**What you are asked to do**
Restate each entry shown beneath this instruction, keeping its wording intact.

**Records supplied**
******************************

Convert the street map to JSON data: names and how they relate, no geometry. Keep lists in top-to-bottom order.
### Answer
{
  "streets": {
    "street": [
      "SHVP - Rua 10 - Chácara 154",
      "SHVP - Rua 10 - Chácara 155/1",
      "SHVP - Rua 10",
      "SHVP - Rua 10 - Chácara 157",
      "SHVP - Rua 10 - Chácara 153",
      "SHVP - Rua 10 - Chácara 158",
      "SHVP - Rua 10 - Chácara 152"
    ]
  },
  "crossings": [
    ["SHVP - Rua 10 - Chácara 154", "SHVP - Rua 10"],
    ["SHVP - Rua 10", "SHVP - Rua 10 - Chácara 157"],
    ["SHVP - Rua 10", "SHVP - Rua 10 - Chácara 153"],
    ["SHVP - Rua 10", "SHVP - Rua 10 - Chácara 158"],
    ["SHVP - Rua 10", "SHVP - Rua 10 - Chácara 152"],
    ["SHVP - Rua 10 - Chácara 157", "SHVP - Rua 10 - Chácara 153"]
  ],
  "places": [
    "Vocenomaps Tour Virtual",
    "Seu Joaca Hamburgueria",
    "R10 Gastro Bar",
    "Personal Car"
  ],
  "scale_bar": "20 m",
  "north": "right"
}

******************************

**Result of this exercise**
Convert the street map to JSON data: names and how they relate, no geometry. Keep lists in top-to-bottom order.
### Answer
{
  "streets": {
    "street": [
      "SHVP - Rua 10 - Chácara 154",
      "SHVP - Rua 10 - Chácara 155/1",
      "SHVP - Rua 10",
      "SHVP - Rua 10 - Chácara 157",
      "SHVP - Rua 10 - Chácara 153",
      "SHVP - Rua 10 - Chácara 158",
      "SHVP - Rua 10 - Chácara 152"
    ]
  },
  "crossings": [
    ["SHVP - Rua 10 - Chácara 154", "SHVP - Rua 10"],
    ["SHVP - Rua 10", "SHVP - Rua 10 - Chácara 157"],
    ["SHVP - Rua 10", "SHVP - Rua 10 - Chácara 153"],
    ["SHVP - Rua 10", "SHVP - Rua 10 - Chácara 158"],
    ["SHVP - Rua 10", "SHVP - Rua 10 - Chácara 152"],
    ["SHVP - Rua 10 - Chácara 157", "SHVP - Rua 10 - Chácara 153"]
  ],
  "places": [
    "Vocenomaps Tour Virtual",
    "Seu Joaca Hamburgueria",
    "R10 Gastro Bar",
    "Personal Car"
  ],
  "scale_bar": "20 m",
  "north": "right"
}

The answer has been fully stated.